Atlantico : Le projet porté par Najat Vallaud-Belkacem élargit ce droit aux personnes inactives, au chômage et indépendantes (artisans, professions libérales…). Vous dénoncez un clientélisme de la part du gouvernement, pourquoi ?

Annie Genevard: Le principe même de l'engagement des parents dans les fédérations de parents d'élèves, dans les instances dans lesquelles ils ont une voix, était généralement fondé sur le volontariat et sur le désintéressement. Dès lors que l'on passe à une formule rémunérée pour la préparation et la participation à ces réunions, il y a une forme, presque, de professionnalisation d'une fonction, jusqu'alors guidée par l'intérêt pour la chose éducative. Pour moi, introduire une relation d'argent revient à biaiser les choses.

Je pense que cette proposition est suspecte de clientélisme et de formatage. Les parents doivent conserver un regard libre de toute emprise politique ou idéologique et cela ne peut pas devenir un satellite du ministère de l'Education. (…) On n'a pas besoin de professionnels. Les parents ont à avoir un regard sur l'école qui n'est pas celui des professionnels et qui n'est pas celui des politiques.

Ceci dit, il s'agit d'une indemnité susceptible de concerner au maximum les 907 parents qui siègent dans les instances départementales, académiques, et au sein du conseil supérieur de l’éducation; et non les 292 129 parents participants aux conseils d'école du primaire, en collège et en lycée…

Tout à fait, la rémunération concerne cette partie des parents, qui sont dans les instances académiques, départementales et régionales, mais le droit à la formation concerne presque 300 000 personnes, cela n'est pas rien. D'après ce que l'on sait, cette formation fera l'objet d'un accord avec les entreprises qui s'engagerait volontairement à libérer leurs salariés pour suivre la formation. Mais on ne connaît pas les modalités de cette formation.

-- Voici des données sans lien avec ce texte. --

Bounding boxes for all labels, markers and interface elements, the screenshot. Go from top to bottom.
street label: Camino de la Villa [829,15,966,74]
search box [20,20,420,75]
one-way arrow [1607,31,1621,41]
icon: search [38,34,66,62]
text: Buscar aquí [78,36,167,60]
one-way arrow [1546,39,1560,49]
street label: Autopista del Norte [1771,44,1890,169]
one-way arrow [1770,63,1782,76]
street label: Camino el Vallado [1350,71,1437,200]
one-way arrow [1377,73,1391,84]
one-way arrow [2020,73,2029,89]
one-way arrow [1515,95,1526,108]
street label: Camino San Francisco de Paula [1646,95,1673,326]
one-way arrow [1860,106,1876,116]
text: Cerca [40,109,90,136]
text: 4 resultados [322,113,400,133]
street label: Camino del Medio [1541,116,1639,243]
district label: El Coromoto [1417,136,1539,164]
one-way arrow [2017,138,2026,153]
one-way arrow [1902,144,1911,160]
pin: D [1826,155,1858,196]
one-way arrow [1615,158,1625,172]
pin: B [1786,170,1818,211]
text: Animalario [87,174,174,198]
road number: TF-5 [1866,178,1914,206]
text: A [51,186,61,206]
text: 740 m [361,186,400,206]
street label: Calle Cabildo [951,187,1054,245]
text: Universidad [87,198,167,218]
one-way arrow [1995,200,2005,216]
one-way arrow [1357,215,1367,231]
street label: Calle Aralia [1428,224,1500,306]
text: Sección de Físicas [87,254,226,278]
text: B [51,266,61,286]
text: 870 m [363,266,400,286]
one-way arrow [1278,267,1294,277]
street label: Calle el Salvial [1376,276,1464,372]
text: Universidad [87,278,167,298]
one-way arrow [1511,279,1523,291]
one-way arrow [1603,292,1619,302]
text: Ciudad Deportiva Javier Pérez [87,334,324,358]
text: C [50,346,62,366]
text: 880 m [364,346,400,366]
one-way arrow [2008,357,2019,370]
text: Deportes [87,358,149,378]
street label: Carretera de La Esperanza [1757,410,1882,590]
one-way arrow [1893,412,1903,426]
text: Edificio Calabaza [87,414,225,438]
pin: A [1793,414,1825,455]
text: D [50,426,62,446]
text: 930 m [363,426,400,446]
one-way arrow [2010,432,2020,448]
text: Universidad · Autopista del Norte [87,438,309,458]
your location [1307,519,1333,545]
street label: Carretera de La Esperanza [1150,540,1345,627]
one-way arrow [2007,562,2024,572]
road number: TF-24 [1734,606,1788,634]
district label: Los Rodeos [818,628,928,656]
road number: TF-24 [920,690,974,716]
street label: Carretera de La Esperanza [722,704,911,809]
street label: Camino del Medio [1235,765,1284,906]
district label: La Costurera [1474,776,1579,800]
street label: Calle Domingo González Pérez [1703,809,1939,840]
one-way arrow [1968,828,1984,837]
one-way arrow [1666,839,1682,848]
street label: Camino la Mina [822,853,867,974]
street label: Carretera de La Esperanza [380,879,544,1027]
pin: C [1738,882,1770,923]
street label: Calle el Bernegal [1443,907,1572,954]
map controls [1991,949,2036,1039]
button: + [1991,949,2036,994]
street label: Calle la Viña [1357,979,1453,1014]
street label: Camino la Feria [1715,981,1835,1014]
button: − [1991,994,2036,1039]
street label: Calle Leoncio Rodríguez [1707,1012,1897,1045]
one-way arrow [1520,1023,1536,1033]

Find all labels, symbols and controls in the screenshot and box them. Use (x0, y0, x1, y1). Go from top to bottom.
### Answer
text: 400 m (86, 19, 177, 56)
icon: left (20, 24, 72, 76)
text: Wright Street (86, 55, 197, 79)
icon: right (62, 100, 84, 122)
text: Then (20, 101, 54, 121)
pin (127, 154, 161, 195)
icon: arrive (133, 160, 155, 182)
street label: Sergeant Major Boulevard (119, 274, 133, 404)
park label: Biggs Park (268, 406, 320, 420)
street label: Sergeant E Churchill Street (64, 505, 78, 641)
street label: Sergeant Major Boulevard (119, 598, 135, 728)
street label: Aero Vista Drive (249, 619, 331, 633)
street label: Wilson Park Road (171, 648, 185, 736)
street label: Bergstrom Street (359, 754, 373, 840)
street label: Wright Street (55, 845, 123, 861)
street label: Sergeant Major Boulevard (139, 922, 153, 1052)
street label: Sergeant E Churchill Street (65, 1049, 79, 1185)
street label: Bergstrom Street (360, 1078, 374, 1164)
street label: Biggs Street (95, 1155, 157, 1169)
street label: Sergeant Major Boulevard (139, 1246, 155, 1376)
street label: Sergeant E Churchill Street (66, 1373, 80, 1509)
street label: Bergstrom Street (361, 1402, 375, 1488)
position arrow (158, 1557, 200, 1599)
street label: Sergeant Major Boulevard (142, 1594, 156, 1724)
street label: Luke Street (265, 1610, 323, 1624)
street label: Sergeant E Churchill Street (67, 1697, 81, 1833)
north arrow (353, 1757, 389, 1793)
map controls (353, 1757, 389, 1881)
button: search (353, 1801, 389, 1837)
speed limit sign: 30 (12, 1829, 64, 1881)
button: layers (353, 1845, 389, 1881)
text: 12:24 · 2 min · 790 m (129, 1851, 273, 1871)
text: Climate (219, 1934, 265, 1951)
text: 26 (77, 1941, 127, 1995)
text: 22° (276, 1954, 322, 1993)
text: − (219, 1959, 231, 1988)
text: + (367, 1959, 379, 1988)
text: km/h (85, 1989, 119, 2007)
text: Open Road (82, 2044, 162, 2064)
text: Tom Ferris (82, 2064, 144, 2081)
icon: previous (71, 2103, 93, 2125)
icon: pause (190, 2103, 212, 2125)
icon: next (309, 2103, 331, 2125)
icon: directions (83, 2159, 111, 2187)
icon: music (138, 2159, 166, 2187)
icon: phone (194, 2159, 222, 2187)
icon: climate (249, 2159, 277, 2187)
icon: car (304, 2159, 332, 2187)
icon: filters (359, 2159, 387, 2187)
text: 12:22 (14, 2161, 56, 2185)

C'est quand même quelque chose qui peut être exigé par un salarié dès lors que le droit est créé. Je pense que les entreprises ont d'autres soucis à gérer, d'autres priorités. Cela rajoute encore des contraintes pour les entreprises, qui n'en peuvent plus des normes et des contraintes. Quand les choses se font de gré à gré il n'est pas toujours nécessaire que l'intervention publique codifie les choses, parce que dès lors qu'on les codifie on créé un droit, et de possibles revendications dans des champs qui ne sont pas spécifiquement celui de l'entreprise.

Le coût de cette mesure est estimé à  500 000 euros pour l'Etat. Vous jugez cette dépense peu à propos. Dans le champ de l'éducation, à quoi aurait-il mieux valu allouer cette somme selon vous? Concrètement, où ce demi-million devrait-il aller ?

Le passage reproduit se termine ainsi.